Stored data
━━━━
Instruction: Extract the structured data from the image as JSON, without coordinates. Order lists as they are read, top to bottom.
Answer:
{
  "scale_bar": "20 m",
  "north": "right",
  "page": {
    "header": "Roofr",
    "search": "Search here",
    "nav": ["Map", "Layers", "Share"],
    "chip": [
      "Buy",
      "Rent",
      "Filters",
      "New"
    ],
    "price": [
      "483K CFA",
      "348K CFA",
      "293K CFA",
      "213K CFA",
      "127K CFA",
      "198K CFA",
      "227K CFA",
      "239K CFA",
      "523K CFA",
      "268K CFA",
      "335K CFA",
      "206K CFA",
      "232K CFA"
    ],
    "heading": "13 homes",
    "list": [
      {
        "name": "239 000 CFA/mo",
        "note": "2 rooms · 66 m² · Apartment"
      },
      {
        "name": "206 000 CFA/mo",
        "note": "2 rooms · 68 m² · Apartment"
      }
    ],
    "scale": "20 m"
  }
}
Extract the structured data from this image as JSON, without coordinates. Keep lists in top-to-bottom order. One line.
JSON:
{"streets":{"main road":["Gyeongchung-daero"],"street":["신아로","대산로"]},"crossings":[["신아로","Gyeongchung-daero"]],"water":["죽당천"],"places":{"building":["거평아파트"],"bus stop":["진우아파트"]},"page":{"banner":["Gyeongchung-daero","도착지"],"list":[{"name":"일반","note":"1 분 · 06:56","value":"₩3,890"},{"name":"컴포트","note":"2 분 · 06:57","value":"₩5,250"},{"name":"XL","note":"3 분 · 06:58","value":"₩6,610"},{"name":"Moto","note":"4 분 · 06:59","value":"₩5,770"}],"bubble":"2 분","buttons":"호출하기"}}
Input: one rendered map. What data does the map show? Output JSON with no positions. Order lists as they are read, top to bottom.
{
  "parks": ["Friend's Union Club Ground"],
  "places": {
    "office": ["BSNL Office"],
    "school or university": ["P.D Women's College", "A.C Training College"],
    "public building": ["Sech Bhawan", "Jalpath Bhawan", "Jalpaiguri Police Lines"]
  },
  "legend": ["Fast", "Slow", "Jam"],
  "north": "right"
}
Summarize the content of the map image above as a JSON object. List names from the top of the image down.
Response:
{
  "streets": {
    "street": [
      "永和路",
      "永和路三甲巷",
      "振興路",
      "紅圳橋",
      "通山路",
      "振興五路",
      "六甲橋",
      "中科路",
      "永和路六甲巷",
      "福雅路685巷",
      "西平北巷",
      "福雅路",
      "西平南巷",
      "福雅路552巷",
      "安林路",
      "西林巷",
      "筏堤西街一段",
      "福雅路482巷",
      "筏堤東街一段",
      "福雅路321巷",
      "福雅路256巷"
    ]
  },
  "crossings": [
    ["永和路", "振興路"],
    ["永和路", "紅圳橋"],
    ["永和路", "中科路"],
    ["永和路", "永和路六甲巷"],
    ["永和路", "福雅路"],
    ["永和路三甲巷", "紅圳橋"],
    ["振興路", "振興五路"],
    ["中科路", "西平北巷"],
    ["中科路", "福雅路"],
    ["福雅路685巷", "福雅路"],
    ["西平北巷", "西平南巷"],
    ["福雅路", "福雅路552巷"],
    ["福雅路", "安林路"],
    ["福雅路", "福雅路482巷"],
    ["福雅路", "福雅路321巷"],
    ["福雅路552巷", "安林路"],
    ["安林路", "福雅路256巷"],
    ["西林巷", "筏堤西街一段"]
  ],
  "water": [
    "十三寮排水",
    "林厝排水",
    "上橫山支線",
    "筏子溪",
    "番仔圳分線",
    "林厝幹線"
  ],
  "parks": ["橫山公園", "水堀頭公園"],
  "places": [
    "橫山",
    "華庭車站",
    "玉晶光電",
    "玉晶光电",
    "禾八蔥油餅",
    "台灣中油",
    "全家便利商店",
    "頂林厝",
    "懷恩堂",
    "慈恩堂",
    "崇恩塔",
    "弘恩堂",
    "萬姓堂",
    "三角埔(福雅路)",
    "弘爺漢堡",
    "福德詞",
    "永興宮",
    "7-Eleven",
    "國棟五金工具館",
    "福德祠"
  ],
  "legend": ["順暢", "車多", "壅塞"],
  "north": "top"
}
━━━━
— PROBLEM DETAILS —
Give the data back in full, matching it character for character.

— SOLVED EXERCISE —
Instruction: Extract the structured data from the image as JSON, without coordinates. Order lists as they are read, top to bottom.
Answer:
{
  "scale_bar": "20 m",
  "north": "right",
  "page": {
    "header": "Roofr",
    "search": "Search here",
    "nav": ["Map", "Layers", "Share"],
    "chip": [
      "Buy",
      "Rent",
      "Filters",
      "New"
    ],
    "price": [
      "483K CFA",
      "348K CFA",
      "293K CFA",
      "213K CFA",
      "127K CFA",
      "198K CFA",
      "227K CFA",
      "239K CFA",
      "523K CFA",
      "268K CFA",
      "335K CFA",
      "206K CFA",
      "232K CFA"
    ],
    "heading": "13 homes",
    "list": [
      {
        "name": "239 000 CFA/mo",
        "note": "2 rooms · 66 m² · Apartment"
      },
      {
        "name": "206 000 CFA/mo",
        "note": "2 rooms · 68 m² · Apartment"
      }
    ],
    "scale": "20 m"
  }
}
Extract the structured data from this image as JSON, without coordinates. Keep lists in top-to-bottom order. One line.
JSON:
{"streets":{"main road":["Gyeongchung-daero"],"street":["신아로","대산로"]},"crossings":[["신아로","Gyeongchung-daero"]],"water":["죽당천"],"places":{"building":["거평아파트"],"bus stop":["진우아파트"]},"page":{"banner":["Gyeongchung-daero","도착지"],"list":[{"name":"일반","note":"1 분 · 06:56","value":"₩3,890"},{"name":"컴포트","note":"2 분 · 06:57","value":"₩5,250"},{"name":"XL","note":"3 분 · 06:58","value":"₩6,610"},{"name":"Moto","note":"4 분 · 06:59","value":"₩5,770"}],"bubble":"2 분","buttons":"호출하기"}}
Input: one rendered map. What data does the map show? Output JSON with no positions. Order lists as they are read, top to bottom.
{
  "parks": ["Friend's Union Club Ground"],
  "places": {
    "office": ["BSNL Office"],
    "school or university": ["P.D Women's College", "A.C Training College"],
    "public building": ["Sech Bhawan", "Jalpath Bhawan", "Jalpaiguri Police Lines"]
  },
  "legend": ["Fast", "Slow", "Jam"],
  "north": "right"
}
Summarize the content of the map image above as a JSON object. List names from the top of the image down.
Response:
{
  "streets": {
    "street": [
      "永和路",
      "永和路三甲巷",
      "振興路",
      "紅圳橋",
      "通山路",
      "振興五路",
      "六甲橋",
      "中科路",
      "永和路六甲巷",
      "福雅路685巷",
      "西平北巷",
      "福雅路",
      "西平南巷",
      "福雅路552巷",
      "安林路",
      "西林巷",
      "筏堤西街一段",
      "福雅路482巷",
      "筏堤東街一段",
      "福雅路321巷",
      "福雅路256巷"
    ]
  },
  "crossings": [
    ["永和路", "振興路"],
    ["永和路", "紅圳橋"],
    ["永和路", "中科路"],
    ["永和路", "永和路六甲巷"],
    ["永和路", "福雅路"],
    ["永和路三甲巷", "紅圳橋"],
    ["振興路", "振興五路"],
    ["中科路", "西平北巷"],
    ["中科路", "福雅路"],
    ["福雅路685巷", "福雅路"],
    ["西平北巷", "西平南巷"],
    ["福雅路", "福雅路552巷"],
    ["福雅路", "安林路"],
    ["福雅路", "福雅路482巷"],
    ["福雅路", "福雅路321巷"],
    ["福雅路552巷", "安林路"],
    ["安林路", "福雅路256巷"],
    ["西林巷", "筏堤西街一段"]
  ],
  "water": [
    "十三寮排水",
    "林厝排水",
    "上橫山支線",
    "筏子溪",
    "番仔圳分線",
    "林厝幹線"
  ],
  "parks": ["橫山公園", "水堀頭公園"],
  "places": [
    "橫山",
    "華庭車站",
    "玉晶光電",
    "玉晶光电",
    "禾八蔥油餅",
    "台灣中油",
    "全家便利商店",
    "頂林厝",
    "懷恩堂",
    "慈恩堂",
    "崇恩塔",
    "弘恩堂",
    "萬姓堂",
    "三角埔(福雅路)",
    "弘爺漢堡",
    "福德詞",
    "永興宮",
    "7-Eleven",
    "國棟五金工具館",
    "福德祠"
  ],
  "legend": ["順暢", "車多", "壅塞"],
  "north": "top"
}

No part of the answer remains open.